At which point - had I been a candidate on that stage-    I'd have shot back: 

"What? Are you an idiot or something? I'm not raising my hand  to answer some flip-ass loaded question so the Trump campaign can use it in an ad!"

That would obviously be even before the question was burped out, because anyone with more than air between the ears would have to know such a "question" has to be loaded.  Evoking a similar disastrous occasion back in 1988 when CNN's Bernard Shaw asked Michael Dukakis: ''if Kitty Dukakis were raped and murdered, would you favor an irrevocable death penalty for the killer?" 

 You can see it asked in the link below, which will surely live in infamy:


 In this case the Guthrie show of hands question was;

"Raise your hand if your government plan would provide coverage for undocumented immigrants."

Whereupon all the candidates, so far I could see, promptly committed political hari kari and obeyed like a bunch of brain dead zombies.  If "nuance" is a crucial need in the next debate tonight, I'd say applying it to this ranks even higher than attention to Mr. Holt's question. Certainly if IQ was a critical attribute for a leader all of these dopes would fail.  Let's return to debate Co-moderator Lester  Holt who also  used the “raise your hand”  idiocy on both campaign nights, i.e.. “Who here would abolish their private health insurance in favor of a government-run plan?,” 

Abolish private health insurance?  You twit! You just asked the candidates to flat out volunteer who would take insurance away from 150m Americans.  That is 150 m potential voters you've  inflamed or upset. For what? A damned sound bite moment?
Once again, with virtually no exceptions, the Democratic presidential contenders fell into the “gotcha” trap.   Smelling blood,  Trump tweeted before the second debate had ended: “All Democrats just raised their hands for giving millions of illegal aliens unlimited healthcare. How about taking care of American Citizens first!? That’s the end of that race.” 
Again, most of those onstage committed hari kari in front of tens of millions of viewers. And Republican National Committee admen.

As anyone with even half a working brain ought to know, "show of hands" questions are the hallmarks of  indolent, dumbed down moderators, trying to cut corners, take short cuts.  They are designed to quickly, definitively, and somewhat simplistically separate candidates from one another on “hot button” policies.   You sure as shit can't get much more hot button than asking about whether you'd provide coverage to undocumented immigrants - especially in a polarized, immigrant anxious country.   Just as you can't get much more hot button than asking a candidate out of the freaking blue what he'd do if his wife was raped, say to get his stance on the death penalty.

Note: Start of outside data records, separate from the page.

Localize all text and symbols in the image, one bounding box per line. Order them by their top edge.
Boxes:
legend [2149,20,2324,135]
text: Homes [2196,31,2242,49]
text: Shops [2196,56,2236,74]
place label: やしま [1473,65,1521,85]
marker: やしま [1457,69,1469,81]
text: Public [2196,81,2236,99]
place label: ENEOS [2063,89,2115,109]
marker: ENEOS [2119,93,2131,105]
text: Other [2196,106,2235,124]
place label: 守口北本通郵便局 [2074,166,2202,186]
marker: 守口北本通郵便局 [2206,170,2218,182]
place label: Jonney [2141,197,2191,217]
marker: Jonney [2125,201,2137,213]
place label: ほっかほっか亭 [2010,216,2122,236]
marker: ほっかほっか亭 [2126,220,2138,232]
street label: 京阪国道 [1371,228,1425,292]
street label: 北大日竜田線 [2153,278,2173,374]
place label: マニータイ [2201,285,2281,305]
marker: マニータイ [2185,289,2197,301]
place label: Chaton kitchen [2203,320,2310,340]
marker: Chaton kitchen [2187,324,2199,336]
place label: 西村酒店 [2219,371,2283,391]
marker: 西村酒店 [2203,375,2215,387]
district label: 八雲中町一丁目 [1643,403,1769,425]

But this is what our political, electoral landscape has devolved to: big circus freak shows posing as debates which give precious little leeway for thoughtful questions - opting instead for the noisome 'gotcha' kind.  It's enough to make a citizen barf.

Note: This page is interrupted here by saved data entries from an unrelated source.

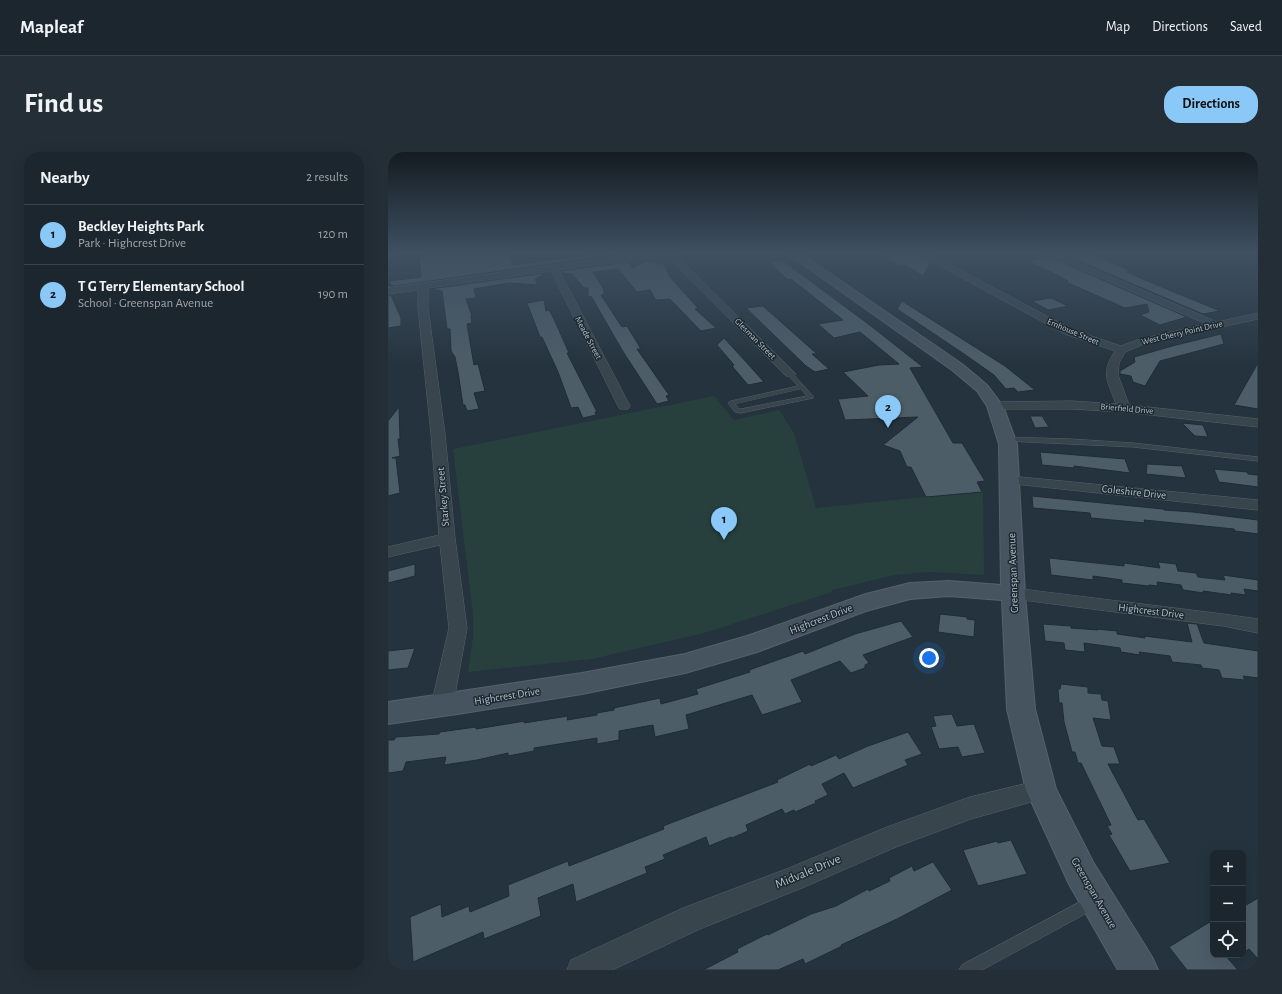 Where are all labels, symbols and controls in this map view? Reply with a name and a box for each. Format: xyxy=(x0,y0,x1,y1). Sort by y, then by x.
text: Mapleaf xyxy=(20,18,83,37)
text: Map xyxy=(1106,20,1130,34)
text: Directions xyxy=(1152,20,1208,34)
text: Saved xyxy=(1230,20,1262,34)
button: Directions xyxy=(1164,86,1258,123)
text: Find us xyxy=(24,90,103,118)
text: Nearby xyxy=(40,169,90,186)
text: 2 results xyxy=(306,171,348,184)
text: Beckley Heights Park xyxy=(78,219,204,234)
text: 1 xyxy=(51,228,55,241)
text: 120 m xyxy=(318,228,348,241)
text: Park · Highcrest Drive xyxy=(78,237,186,250)
text: T G Terry Elementary School xyxy=(78,279,244,294)
text: 2 xyxy=(50,288,56,301)
text: 190 m xyxy=(318,288,348,301)
text: School · Greenspan Avenue xyxy=(78,297,213,310)
street label: Meade Street xyxy=(573,315,603,361)
street label: Glesman Street xyxy=(733,317,777,361)
street label: Emhouse Street xyxy=(1046,317,1100,347)
street label: West Cherry Point Drive xyxy=(1141,319,1223,347)
pin: 2 xyxy=(875,395,901,428)
street label: Brierfield Drive xyxy=(1100,402,1154,416)
street label: Starkey Street xyxy=(435,466,451,527)
street label: Coleshire Drive xyxy=(1101,483,1167,501)
pin: 1 xyxy=(711,507,737,540)
street label: Greenspan Avenue xyxy=(1006,533,1020,613)
street label: Highcrest Drive xyxy=(788,602,854,636)
street label: Highcrest Drive xyxy=(1117,602,1185,620)
your location xyxy=(919,648,939,668)
street label: Highcrest Drive xyxy=(473,685,541,707)
map controls xyxy=(1210,850,1246,958)
button: + xyxy=(1210,850,1246,886)
street label: Midvale Drive xyxy=(773,852,843,892)
street label: Greenspan Avenue xyxy=(1069,856,1119,930)
button: − xyxy=(1210,886,1246,922)
button: locate xyxy=(1210,922,1246,958) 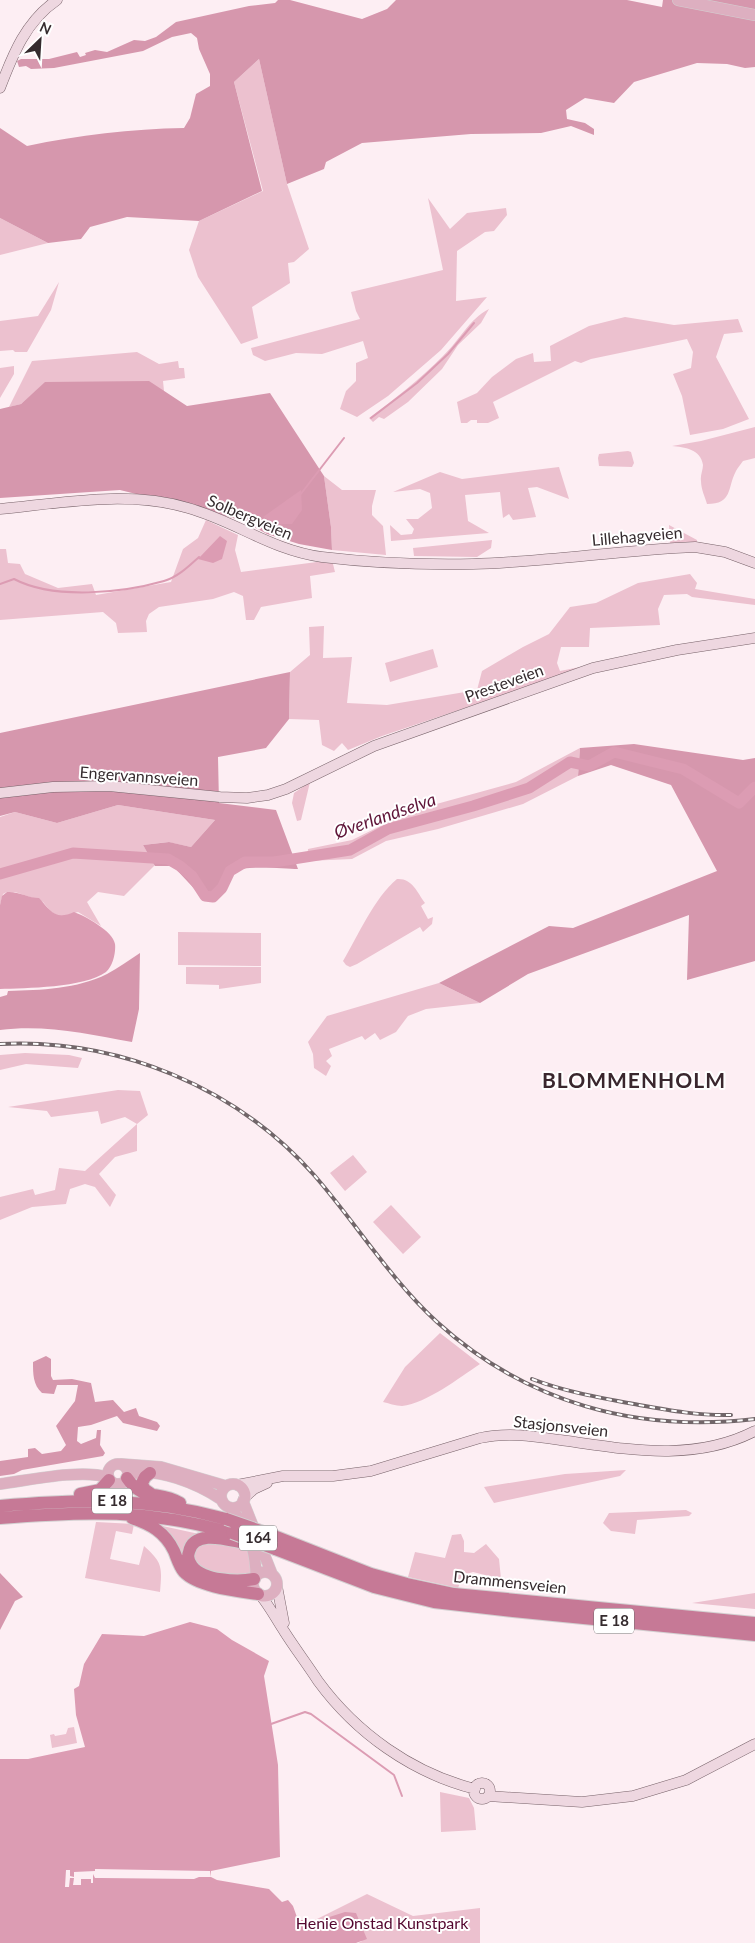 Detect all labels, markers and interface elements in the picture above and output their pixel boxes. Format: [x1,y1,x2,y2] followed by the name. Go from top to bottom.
[15,15,65,65] north arrow
[37,18,54,38] text: N
[205,490,296,543] street label: Solbergveien
[591,522,683,549] street label: Lillehagveien
[462,660,546,705] street label: Presteveien
[79,762,199,789] street label: Engervannsveien
[331,787,438,843] water label: Øverlandselva
[542,1067,726,1092] district label: BLOMMENHOLM
[513,1411,609,1440] street label: Stasjonsveien
[92,1488,132,1514] road number: E 18
[239,1526,277,1550] road number: 164
[452,1566,568,1597] street label: Drammensveien
[594,1608,634,1634] road number: E 18
[296,1913,469,1932] park label: Henie Onstad Kunstpark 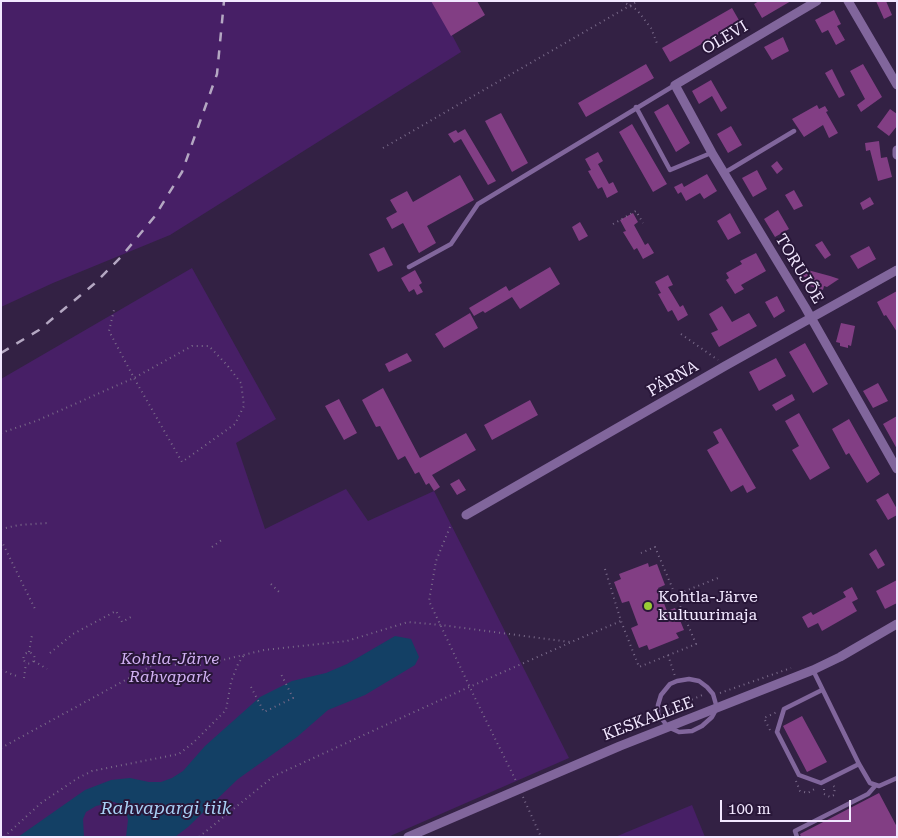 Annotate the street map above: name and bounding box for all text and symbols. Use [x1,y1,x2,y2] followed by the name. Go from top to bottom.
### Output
[699,17,751,59] street label: OLEVI
[771,231,827,307] street label: TORUJÕE
[644,357,702,401] street label: PÄRNA
[658,587,758,625] place label: Kohtla-Järve kultuurimaja
[642,600,654,612] marker: Kohtla-Järve kultuurimaja
[121,649,219,687] park label: Kohtla-Järve Rahvapark
[600,693,696,745] street label: KESKALLEE
[723,790,854,822] scale bar
[100,798,232,820] water label: Rahvapargi tiik
[728,800,771,818] text: 100 m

Too, these asinine 'show of hands' questions  often force candidates to instantaneously display  positions they might never have with thoughtful consideration of the full risks, consequences.  This is why it's critical candidates at these events think before they put hands up - in a 'millions of viewers'  image or action - that can be captured by the other side for any purpose it desires.  Then replayed ad nauseam on local or national political ads.

There is, of course, the chance of getting a small win, say in attracting primary voters in their party.  However, in the end it's got way too high a damage potential and ends up scaring moderates or independents in the general election. Exactly the  types of voters you need to ensure Trump doesn't snatch a 2nd term thanks to a deformed Electoral College that long since ceased to live up to its purpose as the Founders envisaged.

In the end, I'd like to believe - I say 'like to' because I'm not sure if the lesson sunk in - that our motley crew of Dems would be able to say a resounding 'NO!' next time a moderator moron asks for a show of hands.  Besides, being able to say 'No' at a critical juncture should also be an essential attribute for a president to be.

Let's say that I hope that in the next two debates the candidates will have the cojones to tell the moderator(s) to stuff if the latter attempt a dopey 'show of hands gimmick.